Hab nun voller Erwartung RoM installiert und einen Ritter angefangen.

Hab dazu ein paar Fragen..

1: Wie läuft das mit den Punkten,hab Taste *K* gedrückt da kann ich ja was steigern. Lohnt sich das schon bei lvl 12 (jetziges) oder soll man das auf später sparen.
2. Gibt es noch andere Bereiche wo man was steigern muss/kann,wenn ja wo?
3. was wäre Empfehlenswert (aus eure Erfahrung ) als 2 te Klasse dazu?

Wäre super wenn sich einer der erfahrenen Leute dazu mal melden könnte und mir 2-3 Tipps zwecks Ritter geben kann.

Danke euch im Vorraus


----------



## cyph (25. März 2009)

Achte darauf, dass du Manarueckfluess mitskillst und es in deiner Rotationen einen Platz findet, dass spart dir einen großen Teil an Manapots. Wenn du tanken willst, empfehle ich dir nen Blick in das offizielle RoM Forum zu werfen, da dort viele Tipps stehen, welche Skills sinnvoll sind und welche nicht. 

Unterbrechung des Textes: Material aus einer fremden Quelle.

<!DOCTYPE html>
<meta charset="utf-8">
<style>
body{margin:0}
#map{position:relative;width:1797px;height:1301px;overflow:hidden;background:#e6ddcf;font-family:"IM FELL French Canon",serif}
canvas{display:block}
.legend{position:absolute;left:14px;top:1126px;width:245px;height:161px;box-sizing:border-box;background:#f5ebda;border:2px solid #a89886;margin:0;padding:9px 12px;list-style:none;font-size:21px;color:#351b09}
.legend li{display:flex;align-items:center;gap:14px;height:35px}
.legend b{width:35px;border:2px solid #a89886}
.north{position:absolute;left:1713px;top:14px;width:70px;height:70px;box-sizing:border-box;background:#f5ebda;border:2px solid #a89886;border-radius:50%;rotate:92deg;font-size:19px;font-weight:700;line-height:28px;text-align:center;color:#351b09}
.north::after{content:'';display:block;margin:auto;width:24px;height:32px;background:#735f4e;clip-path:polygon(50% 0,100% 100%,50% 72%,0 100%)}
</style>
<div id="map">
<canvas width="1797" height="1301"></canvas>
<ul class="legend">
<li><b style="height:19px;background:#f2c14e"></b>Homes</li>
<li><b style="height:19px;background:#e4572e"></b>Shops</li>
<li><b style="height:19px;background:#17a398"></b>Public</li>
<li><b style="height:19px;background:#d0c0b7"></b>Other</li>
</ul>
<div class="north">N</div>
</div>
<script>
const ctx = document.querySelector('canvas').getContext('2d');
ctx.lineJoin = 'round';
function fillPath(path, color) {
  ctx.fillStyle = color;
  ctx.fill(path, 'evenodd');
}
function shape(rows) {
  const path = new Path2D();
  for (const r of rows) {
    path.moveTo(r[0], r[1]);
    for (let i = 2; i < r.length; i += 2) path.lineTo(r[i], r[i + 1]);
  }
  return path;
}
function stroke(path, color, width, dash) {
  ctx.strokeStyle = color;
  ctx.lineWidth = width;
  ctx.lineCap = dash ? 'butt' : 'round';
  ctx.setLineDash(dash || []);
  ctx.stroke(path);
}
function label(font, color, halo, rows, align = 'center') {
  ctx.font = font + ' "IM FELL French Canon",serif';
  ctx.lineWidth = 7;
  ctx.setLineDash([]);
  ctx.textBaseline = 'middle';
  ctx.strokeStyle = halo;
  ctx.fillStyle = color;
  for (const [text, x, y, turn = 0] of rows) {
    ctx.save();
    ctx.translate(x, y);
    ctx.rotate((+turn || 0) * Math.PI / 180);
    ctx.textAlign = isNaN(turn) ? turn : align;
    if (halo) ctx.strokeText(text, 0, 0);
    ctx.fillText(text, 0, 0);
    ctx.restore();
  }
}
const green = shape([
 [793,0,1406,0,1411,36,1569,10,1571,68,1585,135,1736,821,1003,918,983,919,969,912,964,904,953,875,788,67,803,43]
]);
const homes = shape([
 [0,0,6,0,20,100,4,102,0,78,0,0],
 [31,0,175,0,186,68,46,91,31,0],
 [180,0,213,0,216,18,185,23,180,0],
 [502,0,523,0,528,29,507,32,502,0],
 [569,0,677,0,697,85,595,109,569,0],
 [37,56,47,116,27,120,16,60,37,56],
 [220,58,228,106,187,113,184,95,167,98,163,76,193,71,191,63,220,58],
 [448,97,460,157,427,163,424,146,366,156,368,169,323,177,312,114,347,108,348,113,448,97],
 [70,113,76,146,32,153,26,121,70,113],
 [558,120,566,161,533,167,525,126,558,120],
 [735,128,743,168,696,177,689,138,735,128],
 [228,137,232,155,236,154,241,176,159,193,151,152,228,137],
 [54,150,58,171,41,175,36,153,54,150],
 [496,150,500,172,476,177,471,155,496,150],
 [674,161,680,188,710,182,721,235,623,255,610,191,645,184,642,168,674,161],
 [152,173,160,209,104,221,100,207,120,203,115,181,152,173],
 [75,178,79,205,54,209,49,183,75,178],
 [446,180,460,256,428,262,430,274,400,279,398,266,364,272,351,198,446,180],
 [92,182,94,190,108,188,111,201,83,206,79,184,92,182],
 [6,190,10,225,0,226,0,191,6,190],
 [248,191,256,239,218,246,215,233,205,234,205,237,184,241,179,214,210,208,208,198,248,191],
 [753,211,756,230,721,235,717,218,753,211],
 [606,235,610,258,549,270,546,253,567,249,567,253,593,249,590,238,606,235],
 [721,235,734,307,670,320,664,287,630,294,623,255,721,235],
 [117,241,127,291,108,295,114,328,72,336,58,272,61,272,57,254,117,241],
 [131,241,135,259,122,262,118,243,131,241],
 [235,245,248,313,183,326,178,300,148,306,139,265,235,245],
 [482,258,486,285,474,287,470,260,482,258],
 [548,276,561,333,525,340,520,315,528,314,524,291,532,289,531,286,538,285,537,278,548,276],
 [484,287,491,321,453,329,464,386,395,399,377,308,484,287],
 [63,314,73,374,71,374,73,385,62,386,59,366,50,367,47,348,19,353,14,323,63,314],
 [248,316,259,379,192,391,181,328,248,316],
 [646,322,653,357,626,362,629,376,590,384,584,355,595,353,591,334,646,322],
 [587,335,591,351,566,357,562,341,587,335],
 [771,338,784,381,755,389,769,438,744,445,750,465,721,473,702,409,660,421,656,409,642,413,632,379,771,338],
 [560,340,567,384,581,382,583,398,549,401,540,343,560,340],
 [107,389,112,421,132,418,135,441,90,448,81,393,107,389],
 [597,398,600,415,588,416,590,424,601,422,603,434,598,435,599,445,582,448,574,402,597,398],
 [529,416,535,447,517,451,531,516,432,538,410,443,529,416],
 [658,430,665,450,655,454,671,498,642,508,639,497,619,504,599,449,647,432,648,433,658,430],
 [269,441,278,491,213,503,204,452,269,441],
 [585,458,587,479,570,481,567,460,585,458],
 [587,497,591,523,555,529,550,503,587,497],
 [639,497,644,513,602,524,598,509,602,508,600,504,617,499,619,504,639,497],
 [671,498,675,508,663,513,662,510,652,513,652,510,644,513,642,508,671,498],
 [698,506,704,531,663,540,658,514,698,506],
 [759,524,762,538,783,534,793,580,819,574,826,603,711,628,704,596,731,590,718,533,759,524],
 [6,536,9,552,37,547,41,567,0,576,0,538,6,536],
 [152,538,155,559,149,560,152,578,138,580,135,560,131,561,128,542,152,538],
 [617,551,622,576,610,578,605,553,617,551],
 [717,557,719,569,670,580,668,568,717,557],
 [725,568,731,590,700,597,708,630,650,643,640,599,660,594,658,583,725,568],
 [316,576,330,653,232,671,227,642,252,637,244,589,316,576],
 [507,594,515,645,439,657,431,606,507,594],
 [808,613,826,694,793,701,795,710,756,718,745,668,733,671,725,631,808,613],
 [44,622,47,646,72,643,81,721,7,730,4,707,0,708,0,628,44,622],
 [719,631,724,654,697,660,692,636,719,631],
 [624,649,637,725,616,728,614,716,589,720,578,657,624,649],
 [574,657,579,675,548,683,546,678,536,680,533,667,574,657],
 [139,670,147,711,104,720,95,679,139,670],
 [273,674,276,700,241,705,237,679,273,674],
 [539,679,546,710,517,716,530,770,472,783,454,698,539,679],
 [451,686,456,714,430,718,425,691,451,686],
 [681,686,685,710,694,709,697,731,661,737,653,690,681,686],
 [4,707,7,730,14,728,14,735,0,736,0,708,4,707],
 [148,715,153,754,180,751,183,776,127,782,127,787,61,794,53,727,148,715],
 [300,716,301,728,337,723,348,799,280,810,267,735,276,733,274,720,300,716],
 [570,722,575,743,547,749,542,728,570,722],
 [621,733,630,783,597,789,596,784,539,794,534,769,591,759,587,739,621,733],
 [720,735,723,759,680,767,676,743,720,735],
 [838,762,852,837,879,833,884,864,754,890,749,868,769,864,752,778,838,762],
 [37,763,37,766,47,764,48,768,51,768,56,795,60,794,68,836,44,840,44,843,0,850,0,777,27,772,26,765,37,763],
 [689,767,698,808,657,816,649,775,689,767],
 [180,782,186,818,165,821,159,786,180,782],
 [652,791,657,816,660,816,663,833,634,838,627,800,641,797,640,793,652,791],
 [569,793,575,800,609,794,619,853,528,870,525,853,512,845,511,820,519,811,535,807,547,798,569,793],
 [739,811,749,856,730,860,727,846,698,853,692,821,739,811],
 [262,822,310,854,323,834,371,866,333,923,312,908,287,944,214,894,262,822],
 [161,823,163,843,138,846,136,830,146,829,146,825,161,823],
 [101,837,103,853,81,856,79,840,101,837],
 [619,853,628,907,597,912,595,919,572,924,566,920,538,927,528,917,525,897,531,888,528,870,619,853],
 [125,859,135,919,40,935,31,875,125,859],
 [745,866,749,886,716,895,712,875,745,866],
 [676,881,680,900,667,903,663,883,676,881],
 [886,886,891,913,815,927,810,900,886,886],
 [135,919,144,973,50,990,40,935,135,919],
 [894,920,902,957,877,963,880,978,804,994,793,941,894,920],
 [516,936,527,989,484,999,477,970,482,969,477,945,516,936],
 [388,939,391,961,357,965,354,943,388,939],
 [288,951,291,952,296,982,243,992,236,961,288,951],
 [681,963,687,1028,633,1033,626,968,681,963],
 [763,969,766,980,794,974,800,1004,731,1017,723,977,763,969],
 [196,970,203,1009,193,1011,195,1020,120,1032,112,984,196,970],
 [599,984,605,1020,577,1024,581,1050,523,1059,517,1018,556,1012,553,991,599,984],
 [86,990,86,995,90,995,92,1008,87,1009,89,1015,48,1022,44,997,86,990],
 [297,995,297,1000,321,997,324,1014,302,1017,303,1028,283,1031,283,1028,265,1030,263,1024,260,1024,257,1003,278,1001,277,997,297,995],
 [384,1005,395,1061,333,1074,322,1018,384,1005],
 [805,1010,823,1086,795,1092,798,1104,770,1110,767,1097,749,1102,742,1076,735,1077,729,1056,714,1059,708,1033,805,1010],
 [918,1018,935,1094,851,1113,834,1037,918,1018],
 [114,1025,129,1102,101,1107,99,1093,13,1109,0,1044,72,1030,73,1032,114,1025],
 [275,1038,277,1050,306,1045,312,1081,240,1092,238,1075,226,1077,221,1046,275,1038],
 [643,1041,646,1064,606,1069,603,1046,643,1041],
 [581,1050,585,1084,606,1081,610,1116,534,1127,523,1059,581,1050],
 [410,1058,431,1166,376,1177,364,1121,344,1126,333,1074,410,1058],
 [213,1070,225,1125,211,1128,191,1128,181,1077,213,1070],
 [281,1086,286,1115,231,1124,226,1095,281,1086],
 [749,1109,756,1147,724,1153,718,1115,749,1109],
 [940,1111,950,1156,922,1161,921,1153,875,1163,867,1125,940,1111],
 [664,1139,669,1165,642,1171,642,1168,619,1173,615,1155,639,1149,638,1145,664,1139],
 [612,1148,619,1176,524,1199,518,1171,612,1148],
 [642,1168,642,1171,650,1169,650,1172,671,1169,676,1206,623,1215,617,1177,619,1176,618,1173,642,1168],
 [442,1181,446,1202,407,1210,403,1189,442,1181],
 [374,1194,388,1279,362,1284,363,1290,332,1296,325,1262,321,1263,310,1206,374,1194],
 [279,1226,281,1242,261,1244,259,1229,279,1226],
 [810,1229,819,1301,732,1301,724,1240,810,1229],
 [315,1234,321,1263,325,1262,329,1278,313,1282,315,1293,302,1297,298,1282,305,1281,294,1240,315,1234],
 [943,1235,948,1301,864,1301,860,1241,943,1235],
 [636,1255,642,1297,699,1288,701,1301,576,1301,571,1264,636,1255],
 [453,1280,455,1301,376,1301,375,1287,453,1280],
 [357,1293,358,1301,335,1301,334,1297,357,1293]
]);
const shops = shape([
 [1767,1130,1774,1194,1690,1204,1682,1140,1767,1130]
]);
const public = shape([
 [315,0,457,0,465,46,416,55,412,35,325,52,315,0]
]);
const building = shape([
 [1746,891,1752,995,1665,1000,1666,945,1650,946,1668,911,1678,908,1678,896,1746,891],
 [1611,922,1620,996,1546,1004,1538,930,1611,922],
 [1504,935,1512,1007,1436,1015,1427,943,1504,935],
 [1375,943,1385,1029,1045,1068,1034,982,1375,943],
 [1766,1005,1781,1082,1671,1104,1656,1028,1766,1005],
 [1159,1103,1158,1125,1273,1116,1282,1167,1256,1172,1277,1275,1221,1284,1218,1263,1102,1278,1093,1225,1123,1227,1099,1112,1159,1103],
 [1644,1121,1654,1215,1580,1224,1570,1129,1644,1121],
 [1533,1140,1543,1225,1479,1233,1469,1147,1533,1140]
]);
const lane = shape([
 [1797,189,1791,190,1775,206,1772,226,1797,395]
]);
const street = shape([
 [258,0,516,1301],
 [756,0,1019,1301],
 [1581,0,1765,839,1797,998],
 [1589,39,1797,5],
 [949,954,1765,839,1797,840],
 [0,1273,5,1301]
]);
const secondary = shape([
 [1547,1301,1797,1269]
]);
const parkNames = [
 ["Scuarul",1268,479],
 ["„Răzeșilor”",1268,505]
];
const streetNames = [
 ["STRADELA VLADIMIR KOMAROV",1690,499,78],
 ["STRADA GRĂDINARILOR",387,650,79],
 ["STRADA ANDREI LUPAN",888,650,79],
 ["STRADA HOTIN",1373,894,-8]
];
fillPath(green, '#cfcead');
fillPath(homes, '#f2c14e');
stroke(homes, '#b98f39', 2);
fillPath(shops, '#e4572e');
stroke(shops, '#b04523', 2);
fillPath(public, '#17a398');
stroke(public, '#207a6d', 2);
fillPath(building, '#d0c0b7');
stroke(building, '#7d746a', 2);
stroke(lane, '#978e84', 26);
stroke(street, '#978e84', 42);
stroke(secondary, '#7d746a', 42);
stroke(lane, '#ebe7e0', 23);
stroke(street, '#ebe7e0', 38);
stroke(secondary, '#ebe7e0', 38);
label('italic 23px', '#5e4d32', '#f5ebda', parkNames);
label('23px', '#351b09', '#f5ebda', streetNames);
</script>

Sekundärklasse sage ich dir, dass du das waehlen sollst, was dir am ehesten passt. Viele spielen Ritter/Krieger (beides ergaenzt sich recht gut) oder Ritter/Priester (fein fuers solospiel, wegen selfheal doch dir mangelts an Schaden).


----------



## Duffx (25. März 2009)

Danke für die Antwort.


----------



## Talentlos (26. März 2009)

Hallo, der Krieger trägt keine platte, nur kette bzw auch leder.
Ich spiele Ritter/Priester auf lvl 42/40 aber bin nicht so superzufrieden. Macht schon spass, aber Waffenmäßig bist du echt benachteiligt. Keine Axt uns 2H axt tragen möglich. 
Im nachhinein würde ich als sek. Klasse Krieger nehmen. Aber mein vorschreiber hat recht. Jedem wie es gefällt 


			Dieser Inhalt steht nur eingeloggten Mitgliedern zur Verfügung.


----------



## cyph (26. März 2009)

Ah ganz verpeilt .. japp.. keine Platte fuer Krieger *verlegen rumpfeift*


----------